One-third of the Ameren Illinois Utilities’ supply contracts that served the load needs of their fixed-price residential and small commercial customers expired on May 31, 2008. To replace a portion of these expired supply contracts, the Ameren Illinois Utilities used RFP processes in early 2008, pursuant to the Illinois electric settlement agreement. Specifically, the Ameren Illinois Utilities used RFPs to procure energy swaps, capacity, and renewable energy credits for the period June 1, 2008 through May 31, 2009. The Ameren Illinois Utilities contracted to purchase approximately two million megawatthours of energy swaps at an average price of approximately $60 per megawatthour. As a result of a capacity RFP, the Ameren Illinois Utilities contracted to purchase approximately 1,800 megawatts of capacity at an average price of approximately $50 per MW-day. A renewable energy credits RFP resulted in the Ameren Illinois Utilities contracting to purchase 415,000 credits at an average price of approximately $17 per credit.
Environmental Matters
We are subject to various environmental laws and regulations enforced by federal, state and local authorities. From the beginning phases of siting and development to the ongoing operation of existing or new electric generating, transmission and distribution facilities, natural gas storage plants, and natural gas transmission and distribution facilities, our activities involve compliance with diverse laws and regulations. These laws and regulations address noise, emissions, and impacts to air and water, protected and cultural resources (such as wetlands, endangered species, and archeological and historical resources), and chemical and waste handling. Our activities often require complex and lengthy processes as
we obtain approvals, permits or licenses for new, existing or modified facilities. Additionally, the use and handling of various chemicals or hazardous materials (including wastes) requires release prevention plans and emergency response procedures. As new laws or regulations are promulgated, we assess their applicability and implement the necessary modifications to our facilities or our operations. The more significant matters are discussed below.
Clean Air Act
Both federal and state laws require significant reductions in SO2 and NOx emissions that result from burning fossil fuels. In May 2005, the EPA issued regulations with respect to SO2 and NOx emissions (the Clean Air Interstate Rule) and mercury emissions (the Clean Air Mercury Rule). During 2008, the U.S. Court of Appeals for the District of Columbia issued separate decisions that vacated the federal Clean Air Interstate Rule and the federal Clean Air Mercury Rule. Other federal regulations remain in effect under the Clean Air Act for controlling SO2 and NOx emissions, including the Acid Rain Program and the NOx Budget Trading Program.

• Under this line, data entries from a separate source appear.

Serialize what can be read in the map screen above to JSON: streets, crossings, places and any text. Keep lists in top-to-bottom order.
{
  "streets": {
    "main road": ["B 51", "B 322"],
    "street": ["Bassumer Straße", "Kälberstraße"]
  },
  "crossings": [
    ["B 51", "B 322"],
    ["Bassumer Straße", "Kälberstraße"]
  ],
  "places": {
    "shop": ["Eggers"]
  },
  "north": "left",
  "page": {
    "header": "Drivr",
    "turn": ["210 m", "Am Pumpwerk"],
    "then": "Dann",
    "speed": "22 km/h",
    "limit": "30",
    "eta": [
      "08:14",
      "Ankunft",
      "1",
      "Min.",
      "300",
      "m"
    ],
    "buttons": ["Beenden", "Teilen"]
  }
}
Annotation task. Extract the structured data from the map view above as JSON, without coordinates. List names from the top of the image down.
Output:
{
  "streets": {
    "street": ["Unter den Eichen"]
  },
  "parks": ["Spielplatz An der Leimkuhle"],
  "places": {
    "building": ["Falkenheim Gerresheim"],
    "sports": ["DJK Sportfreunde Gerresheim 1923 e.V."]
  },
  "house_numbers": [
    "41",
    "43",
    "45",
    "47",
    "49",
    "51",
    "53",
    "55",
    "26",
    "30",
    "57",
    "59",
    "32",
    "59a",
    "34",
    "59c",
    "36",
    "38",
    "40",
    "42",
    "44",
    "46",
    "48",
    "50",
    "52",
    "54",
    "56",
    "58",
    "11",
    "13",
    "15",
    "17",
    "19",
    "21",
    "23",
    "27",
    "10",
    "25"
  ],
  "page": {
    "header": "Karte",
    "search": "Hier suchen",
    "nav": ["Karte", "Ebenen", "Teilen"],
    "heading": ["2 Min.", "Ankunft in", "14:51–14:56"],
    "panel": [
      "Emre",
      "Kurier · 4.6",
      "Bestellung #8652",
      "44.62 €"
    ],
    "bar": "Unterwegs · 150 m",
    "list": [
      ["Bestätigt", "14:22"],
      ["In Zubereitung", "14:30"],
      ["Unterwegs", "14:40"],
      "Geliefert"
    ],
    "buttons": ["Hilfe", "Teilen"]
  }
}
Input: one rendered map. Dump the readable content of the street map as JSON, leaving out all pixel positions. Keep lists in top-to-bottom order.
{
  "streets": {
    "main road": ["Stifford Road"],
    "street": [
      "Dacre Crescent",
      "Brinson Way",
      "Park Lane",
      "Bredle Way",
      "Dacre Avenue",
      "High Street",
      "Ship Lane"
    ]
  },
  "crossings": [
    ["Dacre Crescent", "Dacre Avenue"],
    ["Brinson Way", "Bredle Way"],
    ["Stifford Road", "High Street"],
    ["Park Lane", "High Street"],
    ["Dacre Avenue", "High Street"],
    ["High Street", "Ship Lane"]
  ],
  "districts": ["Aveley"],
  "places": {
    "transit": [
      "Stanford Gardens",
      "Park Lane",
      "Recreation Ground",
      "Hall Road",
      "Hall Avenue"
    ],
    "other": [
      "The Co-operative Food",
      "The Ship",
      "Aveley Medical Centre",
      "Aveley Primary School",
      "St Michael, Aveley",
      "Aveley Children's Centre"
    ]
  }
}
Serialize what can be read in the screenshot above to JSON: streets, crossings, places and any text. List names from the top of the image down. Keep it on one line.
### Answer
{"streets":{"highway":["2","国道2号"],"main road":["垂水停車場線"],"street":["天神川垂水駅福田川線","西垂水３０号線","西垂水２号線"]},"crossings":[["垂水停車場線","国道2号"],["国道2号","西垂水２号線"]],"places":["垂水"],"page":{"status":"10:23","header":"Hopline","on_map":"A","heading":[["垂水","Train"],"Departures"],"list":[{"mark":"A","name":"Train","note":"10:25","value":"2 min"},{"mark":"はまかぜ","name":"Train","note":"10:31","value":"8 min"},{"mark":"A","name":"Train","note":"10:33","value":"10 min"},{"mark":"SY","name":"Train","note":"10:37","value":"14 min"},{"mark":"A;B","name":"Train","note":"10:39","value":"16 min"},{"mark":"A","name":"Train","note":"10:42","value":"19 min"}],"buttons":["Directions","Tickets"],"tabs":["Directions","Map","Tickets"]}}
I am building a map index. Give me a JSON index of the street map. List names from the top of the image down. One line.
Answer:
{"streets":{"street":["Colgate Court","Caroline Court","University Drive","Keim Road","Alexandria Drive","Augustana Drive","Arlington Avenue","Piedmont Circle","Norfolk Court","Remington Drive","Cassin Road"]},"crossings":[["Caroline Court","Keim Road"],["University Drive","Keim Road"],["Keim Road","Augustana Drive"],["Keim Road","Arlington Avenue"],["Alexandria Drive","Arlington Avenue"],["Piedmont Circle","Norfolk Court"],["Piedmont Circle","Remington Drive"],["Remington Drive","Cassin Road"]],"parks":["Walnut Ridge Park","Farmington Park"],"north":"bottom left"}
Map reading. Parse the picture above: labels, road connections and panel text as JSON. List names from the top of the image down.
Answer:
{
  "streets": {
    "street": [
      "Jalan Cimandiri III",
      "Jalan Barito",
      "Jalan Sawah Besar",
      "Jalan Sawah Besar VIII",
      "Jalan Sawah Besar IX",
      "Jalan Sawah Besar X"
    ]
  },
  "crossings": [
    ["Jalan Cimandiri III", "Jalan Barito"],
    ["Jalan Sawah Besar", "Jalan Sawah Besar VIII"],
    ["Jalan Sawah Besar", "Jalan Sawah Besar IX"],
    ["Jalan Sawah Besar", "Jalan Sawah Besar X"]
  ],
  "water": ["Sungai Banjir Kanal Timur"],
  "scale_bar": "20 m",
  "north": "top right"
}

In February 2008, the U.S. Court of Appeals for the District of Columbia issued a decision that vacated the federal Clean Air Mercury Rule. The court ruled that the EPA erred in the method used to remove electric generating units from the list of sources subject to the maximum available control technology requirements under the Clean Air Act. The EPA and a group representing the electric utility industry filed petitions for rehearing; however, the court denied those petitions in May 2008. A group representing the electric utility industry and the EPA filed petitions for review of the U.S. Court of Appeals decision with the U.S. Supreme Court in September 2008 and October 2008, respectively.
In July 2008, the U.S. Court of Appeals for the District of Columbia issued a decision that vacated the federal Clean Air Interstate Rule. The court ruled that the regulation contained several fatal flaws, including a regional cap-and-trade program that cannot be used to facilitate the attainment of ambient air quality standards for ozone and fine particulate matter. In September 2008, the EPA as well as several environmental groups, a group representing the electric utility industry and the National Mining Association filed petitions for rehearing with the U.S. Court of Appeals. If the court denies these petitions, remedy could be sought with a petition for review by the U.S. Supreme Court.
We are currently evaluating the impact that these court decisions will have on our environmental compliance strategy. At this time, we are unable to predict the outcome of these legal proceedings, the actions the EPA or U.S. Congress may take in response to these court decisions and the timing of such actions. We also cannot predict at this time the ultimate impact these court decisions and resulting regulatory actions will have on our estimated capital costs for compliance with environmental rules.
Illinois and Missouri regulators will likely need to evaluate the impact of the U.S. Court of Appeals decision to vacate the federal Clean Air Interstate Rule. Both states had relied on the federal Clean Air Interstate Rule when adopting their respective state regulations. Such regulations will remain in effect until appeals relating to the U.S. Court of Appeals decision have been completed and Illinois and Missouri determine whether revisions to their implementing regulations are required.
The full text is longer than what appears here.